» **Instructions for the task**
Among the entries that follow, the required portion opens with the line containing "const path = new Path2D();" and closes with the line containing "context.strokeStyle = halo;". Give that portion again exactly, and nothing else.
===== Record excerpts =====
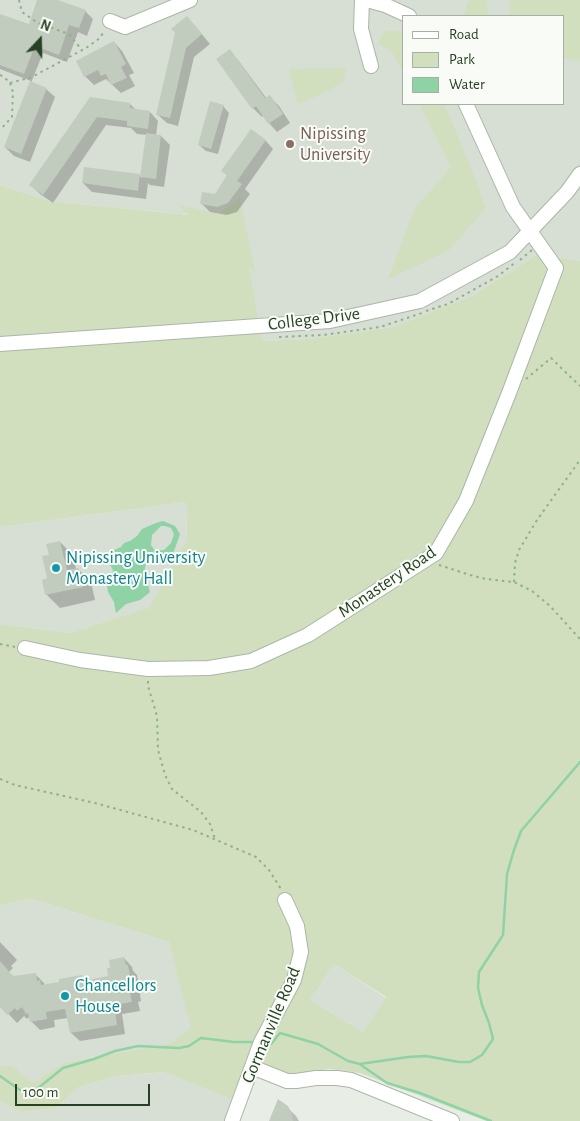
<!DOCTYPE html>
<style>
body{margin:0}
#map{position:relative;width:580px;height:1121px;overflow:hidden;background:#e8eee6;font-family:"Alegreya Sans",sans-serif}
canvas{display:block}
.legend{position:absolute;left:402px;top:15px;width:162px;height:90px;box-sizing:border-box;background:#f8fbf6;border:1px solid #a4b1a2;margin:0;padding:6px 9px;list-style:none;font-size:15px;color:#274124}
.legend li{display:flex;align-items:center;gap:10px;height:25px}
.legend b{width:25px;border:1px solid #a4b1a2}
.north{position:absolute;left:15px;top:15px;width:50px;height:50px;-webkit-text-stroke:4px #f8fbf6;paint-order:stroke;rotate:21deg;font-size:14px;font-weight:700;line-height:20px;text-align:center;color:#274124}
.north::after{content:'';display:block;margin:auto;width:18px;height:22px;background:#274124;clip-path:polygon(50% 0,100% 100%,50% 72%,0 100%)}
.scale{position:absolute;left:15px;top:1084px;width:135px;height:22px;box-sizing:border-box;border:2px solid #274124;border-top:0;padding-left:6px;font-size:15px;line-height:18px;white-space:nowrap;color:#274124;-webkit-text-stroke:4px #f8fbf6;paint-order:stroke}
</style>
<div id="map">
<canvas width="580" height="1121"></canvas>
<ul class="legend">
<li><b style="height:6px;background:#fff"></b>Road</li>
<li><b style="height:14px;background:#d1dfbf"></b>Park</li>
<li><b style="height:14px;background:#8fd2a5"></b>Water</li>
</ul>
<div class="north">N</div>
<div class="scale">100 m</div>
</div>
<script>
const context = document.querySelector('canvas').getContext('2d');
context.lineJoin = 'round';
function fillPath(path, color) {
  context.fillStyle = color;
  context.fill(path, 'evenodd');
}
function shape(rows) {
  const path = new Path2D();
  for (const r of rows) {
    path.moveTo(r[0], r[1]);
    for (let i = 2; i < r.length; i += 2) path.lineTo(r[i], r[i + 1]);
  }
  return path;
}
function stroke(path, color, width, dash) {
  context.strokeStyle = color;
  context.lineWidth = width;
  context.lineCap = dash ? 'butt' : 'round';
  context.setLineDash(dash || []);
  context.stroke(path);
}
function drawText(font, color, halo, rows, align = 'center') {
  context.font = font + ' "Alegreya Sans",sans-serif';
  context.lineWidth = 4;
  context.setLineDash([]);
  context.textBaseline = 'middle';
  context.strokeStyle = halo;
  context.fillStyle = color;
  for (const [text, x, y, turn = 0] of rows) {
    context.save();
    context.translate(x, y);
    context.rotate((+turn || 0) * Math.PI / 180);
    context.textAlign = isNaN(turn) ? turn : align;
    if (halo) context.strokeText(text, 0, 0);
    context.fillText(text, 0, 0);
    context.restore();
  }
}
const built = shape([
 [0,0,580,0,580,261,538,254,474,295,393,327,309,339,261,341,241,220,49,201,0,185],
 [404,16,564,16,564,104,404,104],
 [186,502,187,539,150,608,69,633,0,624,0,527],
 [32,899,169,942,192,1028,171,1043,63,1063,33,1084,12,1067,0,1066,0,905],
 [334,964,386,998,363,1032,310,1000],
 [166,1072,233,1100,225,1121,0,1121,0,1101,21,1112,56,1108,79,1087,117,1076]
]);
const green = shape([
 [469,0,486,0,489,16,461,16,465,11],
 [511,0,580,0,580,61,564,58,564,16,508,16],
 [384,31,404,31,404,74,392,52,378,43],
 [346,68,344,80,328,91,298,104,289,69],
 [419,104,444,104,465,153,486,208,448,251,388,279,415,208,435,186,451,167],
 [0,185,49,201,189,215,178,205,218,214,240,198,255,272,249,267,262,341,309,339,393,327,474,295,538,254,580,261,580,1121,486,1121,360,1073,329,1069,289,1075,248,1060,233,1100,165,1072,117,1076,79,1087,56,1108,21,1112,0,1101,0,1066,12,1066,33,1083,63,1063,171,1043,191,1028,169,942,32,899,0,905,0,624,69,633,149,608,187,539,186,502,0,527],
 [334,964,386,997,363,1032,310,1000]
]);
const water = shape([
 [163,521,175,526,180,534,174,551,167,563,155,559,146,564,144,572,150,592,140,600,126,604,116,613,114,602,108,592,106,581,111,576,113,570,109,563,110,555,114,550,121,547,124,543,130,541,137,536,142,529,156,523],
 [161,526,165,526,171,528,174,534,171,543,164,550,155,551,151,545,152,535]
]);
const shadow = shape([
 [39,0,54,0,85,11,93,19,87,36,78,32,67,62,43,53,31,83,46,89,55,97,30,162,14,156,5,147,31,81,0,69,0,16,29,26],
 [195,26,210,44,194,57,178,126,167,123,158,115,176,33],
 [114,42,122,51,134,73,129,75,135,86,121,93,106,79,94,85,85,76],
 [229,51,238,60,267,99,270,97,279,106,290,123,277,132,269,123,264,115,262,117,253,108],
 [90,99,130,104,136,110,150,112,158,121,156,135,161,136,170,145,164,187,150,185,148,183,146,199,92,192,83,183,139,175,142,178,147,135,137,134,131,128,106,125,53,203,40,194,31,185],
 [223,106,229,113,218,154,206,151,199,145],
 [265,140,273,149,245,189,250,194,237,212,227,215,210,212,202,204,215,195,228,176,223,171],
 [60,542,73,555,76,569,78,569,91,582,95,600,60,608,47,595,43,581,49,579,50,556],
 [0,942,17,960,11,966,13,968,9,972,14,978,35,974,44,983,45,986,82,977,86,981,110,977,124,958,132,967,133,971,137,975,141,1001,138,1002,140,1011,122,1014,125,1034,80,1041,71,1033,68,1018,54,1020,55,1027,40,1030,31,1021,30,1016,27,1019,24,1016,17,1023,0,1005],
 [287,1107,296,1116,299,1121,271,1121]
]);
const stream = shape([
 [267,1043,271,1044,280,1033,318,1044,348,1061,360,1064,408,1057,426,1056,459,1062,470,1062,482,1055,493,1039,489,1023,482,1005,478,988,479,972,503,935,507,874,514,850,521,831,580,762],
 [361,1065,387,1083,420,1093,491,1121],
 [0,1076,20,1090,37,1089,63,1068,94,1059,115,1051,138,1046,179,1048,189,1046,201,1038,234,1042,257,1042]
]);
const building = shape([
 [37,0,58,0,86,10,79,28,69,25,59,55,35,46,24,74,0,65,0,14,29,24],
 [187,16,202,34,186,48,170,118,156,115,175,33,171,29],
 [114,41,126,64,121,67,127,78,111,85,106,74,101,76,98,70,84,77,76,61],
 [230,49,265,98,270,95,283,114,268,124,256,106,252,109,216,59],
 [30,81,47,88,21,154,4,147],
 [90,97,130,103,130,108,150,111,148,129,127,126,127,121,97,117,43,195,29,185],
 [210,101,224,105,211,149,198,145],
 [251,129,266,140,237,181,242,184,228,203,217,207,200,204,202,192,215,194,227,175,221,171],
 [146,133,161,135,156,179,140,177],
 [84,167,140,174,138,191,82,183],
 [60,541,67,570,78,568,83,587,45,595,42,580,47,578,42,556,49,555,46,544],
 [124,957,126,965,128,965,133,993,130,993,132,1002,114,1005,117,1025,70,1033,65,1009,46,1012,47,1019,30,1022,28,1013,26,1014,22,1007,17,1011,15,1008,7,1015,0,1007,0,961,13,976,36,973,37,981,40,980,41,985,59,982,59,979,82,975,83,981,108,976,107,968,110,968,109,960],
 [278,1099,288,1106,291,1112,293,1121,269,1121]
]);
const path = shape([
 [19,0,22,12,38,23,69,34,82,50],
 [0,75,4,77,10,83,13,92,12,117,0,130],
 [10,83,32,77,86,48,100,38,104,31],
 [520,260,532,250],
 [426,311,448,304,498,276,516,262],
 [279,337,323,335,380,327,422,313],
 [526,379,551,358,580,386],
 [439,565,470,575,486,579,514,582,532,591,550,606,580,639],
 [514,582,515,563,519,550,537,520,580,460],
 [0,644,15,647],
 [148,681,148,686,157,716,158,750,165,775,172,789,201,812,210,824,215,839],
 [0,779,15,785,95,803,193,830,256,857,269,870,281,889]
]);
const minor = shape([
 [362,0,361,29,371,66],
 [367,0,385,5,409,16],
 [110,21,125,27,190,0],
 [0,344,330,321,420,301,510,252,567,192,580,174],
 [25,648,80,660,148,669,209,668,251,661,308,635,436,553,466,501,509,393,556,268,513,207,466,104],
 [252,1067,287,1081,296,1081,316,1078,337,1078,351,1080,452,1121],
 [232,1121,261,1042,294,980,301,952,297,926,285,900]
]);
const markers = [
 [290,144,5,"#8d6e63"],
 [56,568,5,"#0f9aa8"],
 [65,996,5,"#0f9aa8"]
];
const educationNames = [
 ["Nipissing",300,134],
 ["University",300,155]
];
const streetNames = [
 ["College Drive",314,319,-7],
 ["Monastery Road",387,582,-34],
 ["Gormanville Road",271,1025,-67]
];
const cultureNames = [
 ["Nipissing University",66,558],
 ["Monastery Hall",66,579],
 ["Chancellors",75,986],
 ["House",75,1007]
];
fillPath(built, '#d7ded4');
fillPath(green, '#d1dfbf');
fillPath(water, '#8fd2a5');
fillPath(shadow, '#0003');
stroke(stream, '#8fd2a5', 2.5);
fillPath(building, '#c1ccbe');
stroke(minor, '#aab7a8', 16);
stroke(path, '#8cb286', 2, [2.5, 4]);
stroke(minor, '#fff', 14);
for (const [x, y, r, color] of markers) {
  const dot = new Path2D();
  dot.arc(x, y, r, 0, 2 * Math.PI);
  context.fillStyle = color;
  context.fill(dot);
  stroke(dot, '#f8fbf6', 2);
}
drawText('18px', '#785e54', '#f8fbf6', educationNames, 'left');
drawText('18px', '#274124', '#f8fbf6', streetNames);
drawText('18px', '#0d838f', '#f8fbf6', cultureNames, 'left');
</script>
=====
» **Output for this task**
  const path = new Path2D();
  for (const r of rows) {
    path.moveTo(r[0], r[1]);
    for (let i = 2; i < r.length; i += 2) path.lineTo(r[i], r[i + 1]);
  }
  return path;
}
function stroke(path, color, width, dash) {
  context.strokeStyle = color;
  context.lineWidth = width;
  context.lineCap = dash ? 'butt' : 'round';
  context.setLineDash(dash || []);
  context.stroke(path);
}
function drawText(font, color, halo, rows, align = 'center') {
  context.font = font + ' "Alegreya Sans",sans-serif';
  context.lineWidth = 4;
  context.setLineDash([]);
  context.textBaseline = 'middle';
  context.strokeStyle = halo;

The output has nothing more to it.